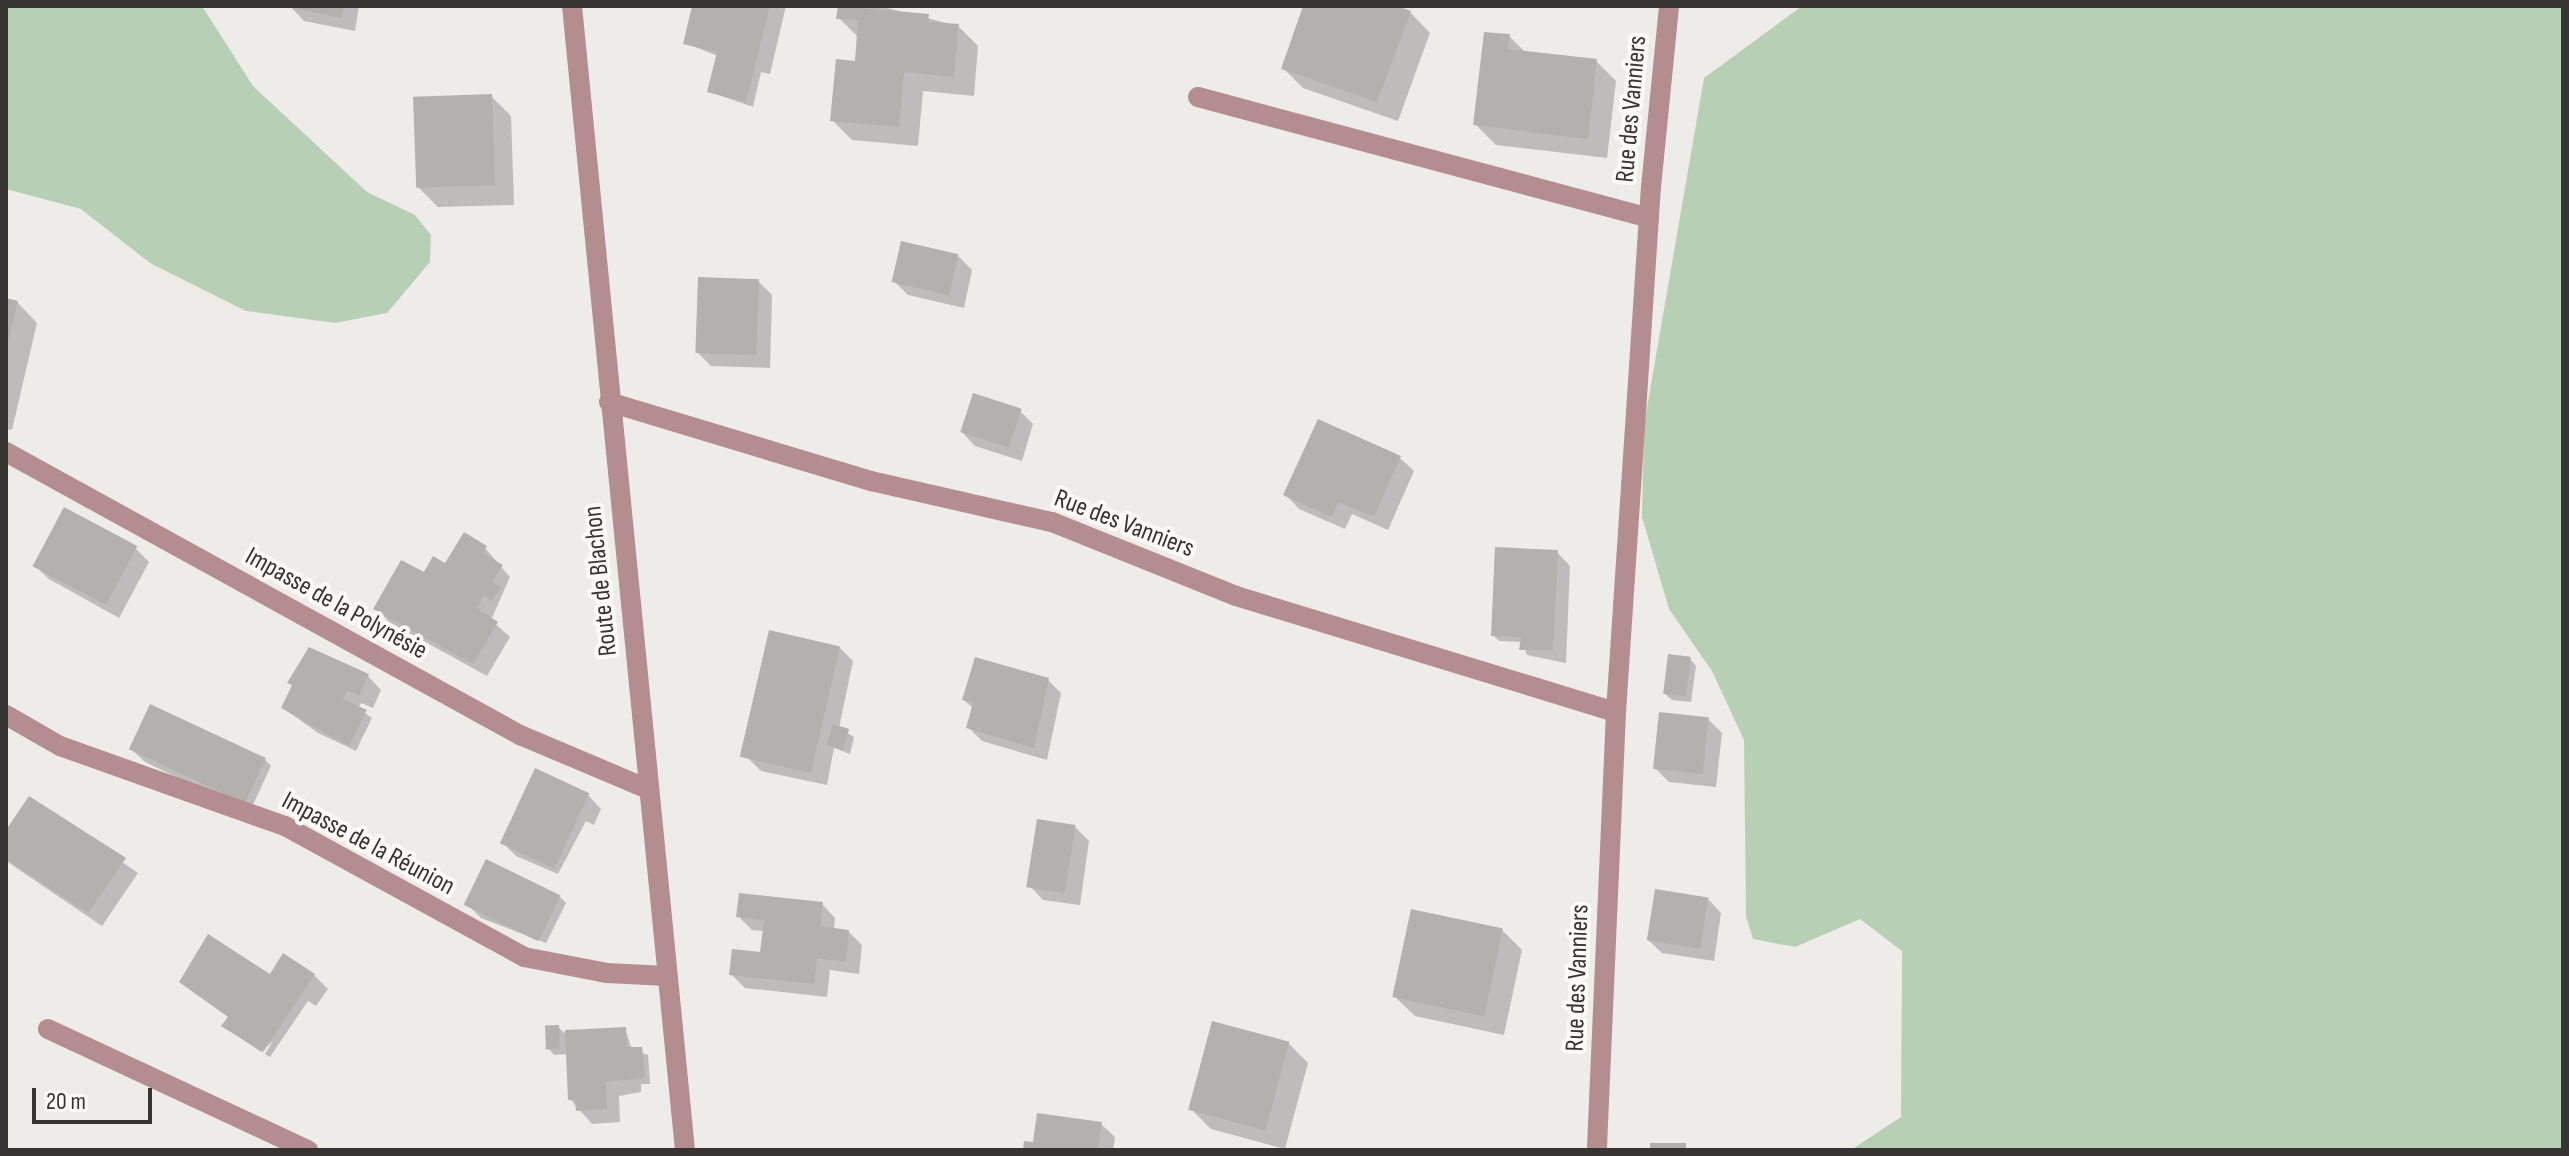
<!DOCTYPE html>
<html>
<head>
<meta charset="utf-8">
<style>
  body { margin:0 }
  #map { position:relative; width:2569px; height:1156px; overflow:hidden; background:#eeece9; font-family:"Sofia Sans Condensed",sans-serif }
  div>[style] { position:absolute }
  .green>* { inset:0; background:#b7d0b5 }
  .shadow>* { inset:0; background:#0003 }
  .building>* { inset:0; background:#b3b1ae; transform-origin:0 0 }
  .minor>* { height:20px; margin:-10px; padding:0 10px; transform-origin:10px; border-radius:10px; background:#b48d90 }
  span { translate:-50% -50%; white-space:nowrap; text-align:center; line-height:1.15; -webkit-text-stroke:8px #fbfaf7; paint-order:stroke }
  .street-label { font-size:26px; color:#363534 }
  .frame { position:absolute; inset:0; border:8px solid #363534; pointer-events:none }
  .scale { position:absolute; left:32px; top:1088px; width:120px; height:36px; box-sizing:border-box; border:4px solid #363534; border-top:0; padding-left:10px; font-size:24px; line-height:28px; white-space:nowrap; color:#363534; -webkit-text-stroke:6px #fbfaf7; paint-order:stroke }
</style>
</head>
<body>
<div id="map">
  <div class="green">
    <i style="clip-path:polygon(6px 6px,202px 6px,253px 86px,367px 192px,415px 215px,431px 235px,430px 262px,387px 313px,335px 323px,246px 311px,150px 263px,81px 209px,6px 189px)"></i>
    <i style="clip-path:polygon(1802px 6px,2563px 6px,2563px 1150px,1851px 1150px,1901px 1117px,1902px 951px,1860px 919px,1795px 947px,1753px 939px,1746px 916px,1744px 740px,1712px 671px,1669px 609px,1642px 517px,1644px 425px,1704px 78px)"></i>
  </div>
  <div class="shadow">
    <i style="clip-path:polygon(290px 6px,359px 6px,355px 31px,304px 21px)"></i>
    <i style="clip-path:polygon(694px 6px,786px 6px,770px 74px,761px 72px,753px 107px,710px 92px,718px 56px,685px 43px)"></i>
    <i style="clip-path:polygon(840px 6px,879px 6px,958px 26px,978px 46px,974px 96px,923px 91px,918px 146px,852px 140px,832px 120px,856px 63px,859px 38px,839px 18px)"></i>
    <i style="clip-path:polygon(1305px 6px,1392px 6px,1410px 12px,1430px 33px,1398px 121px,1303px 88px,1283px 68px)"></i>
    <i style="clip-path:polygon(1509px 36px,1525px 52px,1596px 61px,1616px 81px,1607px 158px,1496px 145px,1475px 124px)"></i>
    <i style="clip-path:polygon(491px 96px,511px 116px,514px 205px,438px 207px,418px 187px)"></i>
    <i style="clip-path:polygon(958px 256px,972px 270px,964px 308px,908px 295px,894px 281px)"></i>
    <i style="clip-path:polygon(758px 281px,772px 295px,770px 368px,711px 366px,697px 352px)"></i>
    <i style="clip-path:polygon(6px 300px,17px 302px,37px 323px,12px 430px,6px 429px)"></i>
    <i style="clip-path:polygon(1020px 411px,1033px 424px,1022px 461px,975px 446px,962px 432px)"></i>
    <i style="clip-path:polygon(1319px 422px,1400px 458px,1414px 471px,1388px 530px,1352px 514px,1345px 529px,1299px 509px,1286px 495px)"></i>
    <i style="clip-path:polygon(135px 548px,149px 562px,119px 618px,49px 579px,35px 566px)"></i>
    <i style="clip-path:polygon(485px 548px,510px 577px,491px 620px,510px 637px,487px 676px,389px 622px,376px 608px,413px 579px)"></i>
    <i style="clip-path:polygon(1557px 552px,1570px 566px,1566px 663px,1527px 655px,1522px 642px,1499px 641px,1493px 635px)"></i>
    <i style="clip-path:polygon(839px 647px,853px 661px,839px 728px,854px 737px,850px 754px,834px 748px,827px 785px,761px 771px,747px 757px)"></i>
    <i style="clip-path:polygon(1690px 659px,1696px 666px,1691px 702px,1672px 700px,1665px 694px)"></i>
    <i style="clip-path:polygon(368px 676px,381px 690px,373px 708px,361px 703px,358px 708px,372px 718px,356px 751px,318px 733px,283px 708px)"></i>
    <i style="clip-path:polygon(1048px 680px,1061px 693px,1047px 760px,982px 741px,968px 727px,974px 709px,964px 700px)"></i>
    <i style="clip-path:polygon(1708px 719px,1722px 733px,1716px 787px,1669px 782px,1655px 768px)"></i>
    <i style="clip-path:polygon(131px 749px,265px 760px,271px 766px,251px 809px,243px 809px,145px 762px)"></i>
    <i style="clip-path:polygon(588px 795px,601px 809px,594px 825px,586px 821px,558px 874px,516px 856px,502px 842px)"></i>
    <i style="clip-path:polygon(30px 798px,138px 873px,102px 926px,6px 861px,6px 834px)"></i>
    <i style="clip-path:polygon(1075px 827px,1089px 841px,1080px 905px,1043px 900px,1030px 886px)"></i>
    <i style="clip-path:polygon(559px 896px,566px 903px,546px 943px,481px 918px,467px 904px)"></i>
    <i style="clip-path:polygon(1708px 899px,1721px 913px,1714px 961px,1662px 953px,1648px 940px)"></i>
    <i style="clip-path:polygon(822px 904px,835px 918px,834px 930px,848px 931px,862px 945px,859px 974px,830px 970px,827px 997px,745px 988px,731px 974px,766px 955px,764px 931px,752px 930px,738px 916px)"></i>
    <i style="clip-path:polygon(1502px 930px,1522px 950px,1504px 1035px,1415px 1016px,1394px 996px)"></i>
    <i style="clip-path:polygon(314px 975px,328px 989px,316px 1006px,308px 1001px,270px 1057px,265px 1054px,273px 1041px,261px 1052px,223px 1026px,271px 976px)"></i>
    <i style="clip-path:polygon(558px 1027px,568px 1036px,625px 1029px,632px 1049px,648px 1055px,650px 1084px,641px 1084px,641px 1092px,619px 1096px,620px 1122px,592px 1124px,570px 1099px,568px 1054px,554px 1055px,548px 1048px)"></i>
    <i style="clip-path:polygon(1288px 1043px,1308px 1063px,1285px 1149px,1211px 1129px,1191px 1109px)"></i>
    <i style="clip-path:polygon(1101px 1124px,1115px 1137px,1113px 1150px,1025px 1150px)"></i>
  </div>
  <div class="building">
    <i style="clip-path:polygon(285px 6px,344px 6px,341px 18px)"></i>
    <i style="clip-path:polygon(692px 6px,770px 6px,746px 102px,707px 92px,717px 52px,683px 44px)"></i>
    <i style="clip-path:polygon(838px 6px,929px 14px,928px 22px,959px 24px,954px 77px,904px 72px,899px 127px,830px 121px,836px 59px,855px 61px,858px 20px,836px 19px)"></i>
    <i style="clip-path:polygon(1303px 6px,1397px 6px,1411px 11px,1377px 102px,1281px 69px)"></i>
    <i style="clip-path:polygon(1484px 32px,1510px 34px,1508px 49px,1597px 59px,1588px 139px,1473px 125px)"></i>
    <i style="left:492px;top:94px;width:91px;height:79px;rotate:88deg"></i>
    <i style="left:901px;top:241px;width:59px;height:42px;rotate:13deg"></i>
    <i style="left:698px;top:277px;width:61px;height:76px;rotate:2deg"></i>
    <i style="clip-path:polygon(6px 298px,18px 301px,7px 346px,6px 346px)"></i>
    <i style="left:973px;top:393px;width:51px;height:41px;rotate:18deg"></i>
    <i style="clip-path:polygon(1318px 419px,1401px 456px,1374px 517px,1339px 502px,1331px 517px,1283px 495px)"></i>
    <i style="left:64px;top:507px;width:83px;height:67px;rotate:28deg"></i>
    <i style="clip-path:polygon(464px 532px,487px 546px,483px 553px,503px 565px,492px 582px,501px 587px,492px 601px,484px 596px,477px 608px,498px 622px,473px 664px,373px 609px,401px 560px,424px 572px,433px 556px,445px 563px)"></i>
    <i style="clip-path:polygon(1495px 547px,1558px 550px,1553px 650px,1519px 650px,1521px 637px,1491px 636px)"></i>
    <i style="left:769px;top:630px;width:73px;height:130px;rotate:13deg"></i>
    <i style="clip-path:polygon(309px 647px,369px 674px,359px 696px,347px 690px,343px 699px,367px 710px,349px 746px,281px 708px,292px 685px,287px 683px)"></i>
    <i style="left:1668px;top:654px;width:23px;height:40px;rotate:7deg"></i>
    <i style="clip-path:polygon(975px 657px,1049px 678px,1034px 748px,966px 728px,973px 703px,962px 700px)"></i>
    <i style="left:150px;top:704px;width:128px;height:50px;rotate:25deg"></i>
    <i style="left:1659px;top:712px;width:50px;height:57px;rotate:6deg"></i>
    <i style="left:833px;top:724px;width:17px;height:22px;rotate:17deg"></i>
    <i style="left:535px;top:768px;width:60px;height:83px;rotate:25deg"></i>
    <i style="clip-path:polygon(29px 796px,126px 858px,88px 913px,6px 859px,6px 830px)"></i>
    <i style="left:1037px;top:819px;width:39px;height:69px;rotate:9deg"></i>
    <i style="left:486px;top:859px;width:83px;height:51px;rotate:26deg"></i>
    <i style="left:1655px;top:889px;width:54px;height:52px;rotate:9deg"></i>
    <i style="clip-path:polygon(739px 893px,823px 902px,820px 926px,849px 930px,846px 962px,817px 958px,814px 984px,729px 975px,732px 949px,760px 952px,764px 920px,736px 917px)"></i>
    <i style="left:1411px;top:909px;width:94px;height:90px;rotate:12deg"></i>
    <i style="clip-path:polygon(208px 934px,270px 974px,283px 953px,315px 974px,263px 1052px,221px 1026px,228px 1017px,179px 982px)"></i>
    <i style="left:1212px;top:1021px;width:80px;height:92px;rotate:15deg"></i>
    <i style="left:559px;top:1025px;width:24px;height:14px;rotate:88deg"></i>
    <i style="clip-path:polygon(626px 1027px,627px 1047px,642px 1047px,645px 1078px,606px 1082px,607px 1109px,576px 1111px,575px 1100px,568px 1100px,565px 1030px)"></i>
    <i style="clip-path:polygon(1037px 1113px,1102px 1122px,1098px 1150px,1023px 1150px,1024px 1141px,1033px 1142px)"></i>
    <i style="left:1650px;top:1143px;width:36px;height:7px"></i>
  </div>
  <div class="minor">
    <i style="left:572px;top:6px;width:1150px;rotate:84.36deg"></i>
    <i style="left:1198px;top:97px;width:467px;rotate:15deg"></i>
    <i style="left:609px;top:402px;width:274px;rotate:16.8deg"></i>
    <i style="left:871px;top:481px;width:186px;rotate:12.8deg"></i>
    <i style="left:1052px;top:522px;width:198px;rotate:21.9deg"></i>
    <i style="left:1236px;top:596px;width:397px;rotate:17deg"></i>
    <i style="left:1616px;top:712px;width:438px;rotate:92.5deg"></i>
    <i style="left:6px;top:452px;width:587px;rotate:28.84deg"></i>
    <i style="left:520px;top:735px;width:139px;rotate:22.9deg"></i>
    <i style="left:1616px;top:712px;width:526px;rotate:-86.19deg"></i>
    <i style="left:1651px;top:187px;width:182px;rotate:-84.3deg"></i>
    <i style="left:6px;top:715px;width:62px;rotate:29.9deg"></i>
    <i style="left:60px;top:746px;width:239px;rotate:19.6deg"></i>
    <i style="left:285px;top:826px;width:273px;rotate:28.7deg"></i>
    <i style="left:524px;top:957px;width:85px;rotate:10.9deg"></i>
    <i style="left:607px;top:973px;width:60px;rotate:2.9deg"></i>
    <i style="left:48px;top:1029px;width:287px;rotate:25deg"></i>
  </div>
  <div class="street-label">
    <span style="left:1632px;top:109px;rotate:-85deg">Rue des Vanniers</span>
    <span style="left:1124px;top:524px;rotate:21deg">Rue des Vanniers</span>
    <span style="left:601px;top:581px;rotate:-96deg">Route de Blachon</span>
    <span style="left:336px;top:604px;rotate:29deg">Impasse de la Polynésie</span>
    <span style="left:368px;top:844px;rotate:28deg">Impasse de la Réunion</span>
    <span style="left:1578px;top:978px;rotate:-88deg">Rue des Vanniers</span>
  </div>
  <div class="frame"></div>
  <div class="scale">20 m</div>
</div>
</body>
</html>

○ ○ ○ ○ ○ ○ ○

→ **TO DO**
Starting from the first line of the listing above, write out every line exactly through the one containing "position:relative; width:2569px; height:1156px;", and drop the pictures.

→ **RESPONSE BOX**
<!DOCTYPE html>
<html>
<head>
<meta charset="utf-8">
<style>
  body { margin:0 }
  #map { position:relative; width:2569px; height:1156px; overflow:hidden; background:#eeece9; font-family:"Sofia Sans Condensed",sans-serif }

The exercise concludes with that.